Data for this task Block Start

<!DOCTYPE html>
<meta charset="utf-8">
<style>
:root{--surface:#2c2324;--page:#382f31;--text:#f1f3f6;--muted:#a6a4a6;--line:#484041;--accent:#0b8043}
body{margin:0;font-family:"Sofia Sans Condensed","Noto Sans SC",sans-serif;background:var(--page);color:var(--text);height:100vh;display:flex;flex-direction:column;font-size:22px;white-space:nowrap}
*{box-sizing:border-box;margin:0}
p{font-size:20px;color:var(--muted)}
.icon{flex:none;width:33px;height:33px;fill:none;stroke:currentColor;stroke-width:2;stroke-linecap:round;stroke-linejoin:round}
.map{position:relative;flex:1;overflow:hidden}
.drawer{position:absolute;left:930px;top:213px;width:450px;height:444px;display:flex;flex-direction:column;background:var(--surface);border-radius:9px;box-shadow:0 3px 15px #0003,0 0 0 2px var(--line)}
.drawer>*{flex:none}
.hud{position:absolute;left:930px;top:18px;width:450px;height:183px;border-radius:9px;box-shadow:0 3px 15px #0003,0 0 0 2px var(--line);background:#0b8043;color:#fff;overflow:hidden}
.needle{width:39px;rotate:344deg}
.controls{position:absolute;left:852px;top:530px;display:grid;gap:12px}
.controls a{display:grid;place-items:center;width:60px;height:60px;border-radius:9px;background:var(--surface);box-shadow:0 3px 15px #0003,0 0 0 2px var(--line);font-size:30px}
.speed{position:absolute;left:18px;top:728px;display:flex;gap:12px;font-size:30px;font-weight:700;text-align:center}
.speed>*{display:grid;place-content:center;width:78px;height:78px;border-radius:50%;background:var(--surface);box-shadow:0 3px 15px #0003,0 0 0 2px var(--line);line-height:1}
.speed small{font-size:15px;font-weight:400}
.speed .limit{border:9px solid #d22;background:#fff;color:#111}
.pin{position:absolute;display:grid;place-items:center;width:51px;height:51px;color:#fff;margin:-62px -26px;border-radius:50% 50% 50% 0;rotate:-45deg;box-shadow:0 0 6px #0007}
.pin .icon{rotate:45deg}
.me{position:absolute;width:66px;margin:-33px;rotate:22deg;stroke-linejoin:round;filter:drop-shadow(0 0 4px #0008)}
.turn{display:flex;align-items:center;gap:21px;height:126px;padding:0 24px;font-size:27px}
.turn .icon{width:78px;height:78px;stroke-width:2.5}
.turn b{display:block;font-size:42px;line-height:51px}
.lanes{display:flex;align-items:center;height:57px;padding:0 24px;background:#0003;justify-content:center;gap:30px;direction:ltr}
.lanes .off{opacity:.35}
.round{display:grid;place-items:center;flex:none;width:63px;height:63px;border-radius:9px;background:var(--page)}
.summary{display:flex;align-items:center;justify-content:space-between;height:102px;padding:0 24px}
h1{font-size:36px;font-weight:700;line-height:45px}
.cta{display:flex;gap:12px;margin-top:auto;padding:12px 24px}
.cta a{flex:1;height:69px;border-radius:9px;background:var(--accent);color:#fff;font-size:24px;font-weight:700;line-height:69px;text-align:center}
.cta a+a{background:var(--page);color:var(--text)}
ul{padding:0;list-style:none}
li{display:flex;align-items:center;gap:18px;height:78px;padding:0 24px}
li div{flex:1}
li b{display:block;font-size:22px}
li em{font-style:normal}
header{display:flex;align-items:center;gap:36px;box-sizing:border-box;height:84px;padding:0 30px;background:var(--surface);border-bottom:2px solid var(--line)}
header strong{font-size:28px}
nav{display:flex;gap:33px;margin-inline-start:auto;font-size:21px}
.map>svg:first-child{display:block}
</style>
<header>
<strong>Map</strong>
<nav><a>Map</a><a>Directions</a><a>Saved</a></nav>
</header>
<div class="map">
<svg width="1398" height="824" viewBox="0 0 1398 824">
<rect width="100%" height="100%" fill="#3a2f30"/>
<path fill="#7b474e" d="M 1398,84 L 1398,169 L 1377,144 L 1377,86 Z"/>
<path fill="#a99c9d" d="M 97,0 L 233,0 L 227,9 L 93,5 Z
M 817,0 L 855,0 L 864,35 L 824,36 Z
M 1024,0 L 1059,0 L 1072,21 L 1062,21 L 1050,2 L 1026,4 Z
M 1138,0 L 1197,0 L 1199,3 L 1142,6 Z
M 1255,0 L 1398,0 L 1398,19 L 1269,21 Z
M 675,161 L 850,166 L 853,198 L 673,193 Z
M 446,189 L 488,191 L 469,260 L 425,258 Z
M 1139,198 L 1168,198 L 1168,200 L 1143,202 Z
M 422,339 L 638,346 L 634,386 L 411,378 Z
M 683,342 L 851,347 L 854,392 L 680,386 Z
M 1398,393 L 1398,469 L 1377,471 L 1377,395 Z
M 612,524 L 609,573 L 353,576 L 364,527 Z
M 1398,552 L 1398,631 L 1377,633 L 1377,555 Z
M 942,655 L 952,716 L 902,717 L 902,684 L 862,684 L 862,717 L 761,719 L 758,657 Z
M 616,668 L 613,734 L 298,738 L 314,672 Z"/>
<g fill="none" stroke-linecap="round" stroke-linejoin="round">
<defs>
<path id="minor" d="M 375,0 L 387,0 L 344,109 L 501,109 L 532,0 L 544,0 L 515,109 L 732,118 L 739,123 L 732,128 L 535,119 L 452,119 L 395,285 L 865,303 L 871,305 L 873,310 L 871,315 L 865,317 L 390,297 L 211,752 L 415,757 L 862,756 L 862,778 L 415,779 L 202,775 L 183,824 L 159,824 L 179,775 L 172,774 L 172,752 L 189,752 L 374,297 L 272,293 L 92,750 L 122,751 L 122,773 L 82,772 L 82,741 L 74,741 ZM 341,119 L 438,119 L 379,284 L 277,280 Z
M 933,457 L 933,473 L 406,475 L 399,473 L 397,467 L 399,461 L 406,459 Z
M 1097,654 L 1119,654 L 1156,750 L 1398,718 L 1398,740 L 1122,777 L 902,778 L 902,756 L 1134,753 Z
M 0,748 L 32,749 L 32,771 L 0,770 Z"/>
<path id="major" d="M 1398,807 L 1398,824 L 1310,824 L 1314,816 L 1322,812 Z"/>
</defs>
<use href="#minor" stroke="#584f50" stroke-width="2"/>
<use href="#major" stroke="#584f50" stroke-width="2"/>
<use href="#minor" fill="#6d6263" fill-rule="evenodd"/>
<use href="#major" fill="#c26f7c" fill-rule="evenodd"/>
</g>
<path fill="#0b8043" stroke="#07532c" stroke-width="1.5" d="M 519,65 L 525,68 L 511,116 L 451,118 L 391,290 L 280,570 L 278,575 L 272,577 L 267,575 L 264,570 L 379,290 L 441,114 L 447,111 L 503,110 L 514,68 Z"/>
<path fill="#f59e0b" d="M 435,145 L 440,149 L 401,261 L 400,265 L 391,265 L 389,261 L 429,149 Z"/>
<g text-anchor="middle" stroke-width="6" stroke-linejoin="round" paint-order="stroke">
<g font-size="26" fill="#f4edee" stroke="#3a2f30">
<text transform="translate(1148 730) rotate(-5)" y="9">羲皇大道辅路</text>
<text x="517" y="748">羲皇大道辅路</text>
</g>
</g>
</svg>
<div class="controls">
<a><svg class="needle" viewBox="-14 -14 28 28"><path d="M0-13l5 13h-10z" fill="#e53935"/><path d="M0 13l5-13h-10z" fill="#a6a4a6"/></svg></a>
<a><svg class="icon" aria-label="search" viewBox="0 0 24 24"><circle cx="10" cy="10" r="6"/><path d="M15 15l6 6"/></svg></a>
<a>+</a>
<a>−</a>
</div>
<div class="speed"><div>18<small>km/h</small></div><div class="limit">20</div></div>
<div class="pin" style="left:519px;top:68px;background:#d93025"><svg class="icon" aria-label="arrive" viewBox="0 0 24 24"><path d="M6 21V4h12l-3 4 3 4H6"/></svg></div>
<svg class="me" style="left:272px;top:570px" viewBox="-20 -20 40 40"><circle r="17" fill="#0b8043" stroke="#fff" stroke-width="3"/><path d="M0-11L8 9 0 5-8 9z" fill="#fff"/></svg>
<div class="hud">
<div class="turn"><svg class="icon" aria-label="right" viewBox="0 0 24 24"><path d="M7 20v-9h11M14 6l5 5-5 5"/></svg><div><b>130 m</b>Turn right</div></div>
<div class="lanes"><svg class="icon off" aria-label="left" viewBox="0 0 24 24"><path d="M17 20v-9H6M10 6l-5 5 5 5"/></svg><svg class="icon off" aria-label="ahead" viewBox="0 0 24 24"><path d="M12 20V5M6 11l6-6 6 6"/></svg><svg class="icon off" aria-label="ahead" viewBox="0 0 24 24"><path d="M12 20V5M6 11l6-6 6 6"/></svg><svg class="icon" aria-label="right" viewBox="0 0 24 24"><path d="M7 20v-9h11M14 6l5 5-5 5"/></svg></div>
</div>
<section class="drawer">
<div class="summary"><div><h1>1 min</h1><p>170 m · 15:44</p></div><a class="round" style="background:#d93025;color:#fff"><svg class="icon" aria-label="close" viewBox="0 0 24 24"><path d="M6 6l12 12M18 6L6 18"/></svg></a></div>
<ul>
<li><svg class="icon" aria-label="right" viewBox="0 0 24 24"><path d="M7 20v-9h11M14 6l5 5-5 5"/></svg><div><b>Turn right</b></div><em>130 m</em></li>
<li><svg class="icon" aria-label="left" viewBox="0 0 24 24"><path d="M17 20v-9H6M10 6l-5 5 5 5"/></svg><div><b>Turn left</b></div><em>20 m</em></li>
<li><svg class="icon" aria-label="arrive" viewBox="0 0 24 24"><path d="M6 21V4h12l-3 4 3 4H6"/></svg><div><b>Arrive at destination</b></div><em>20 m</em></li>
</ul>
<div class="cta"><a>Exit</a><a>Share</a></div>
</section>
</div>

Data for this task Block End

» Task objective
Return a copy of each line of the material that holds the word "small".

» Expected output
.speed small{font-size:15px;font-weight:400}
<div class="speed"><div>18<small>km/h</small></div><div class="limit">20</div></div>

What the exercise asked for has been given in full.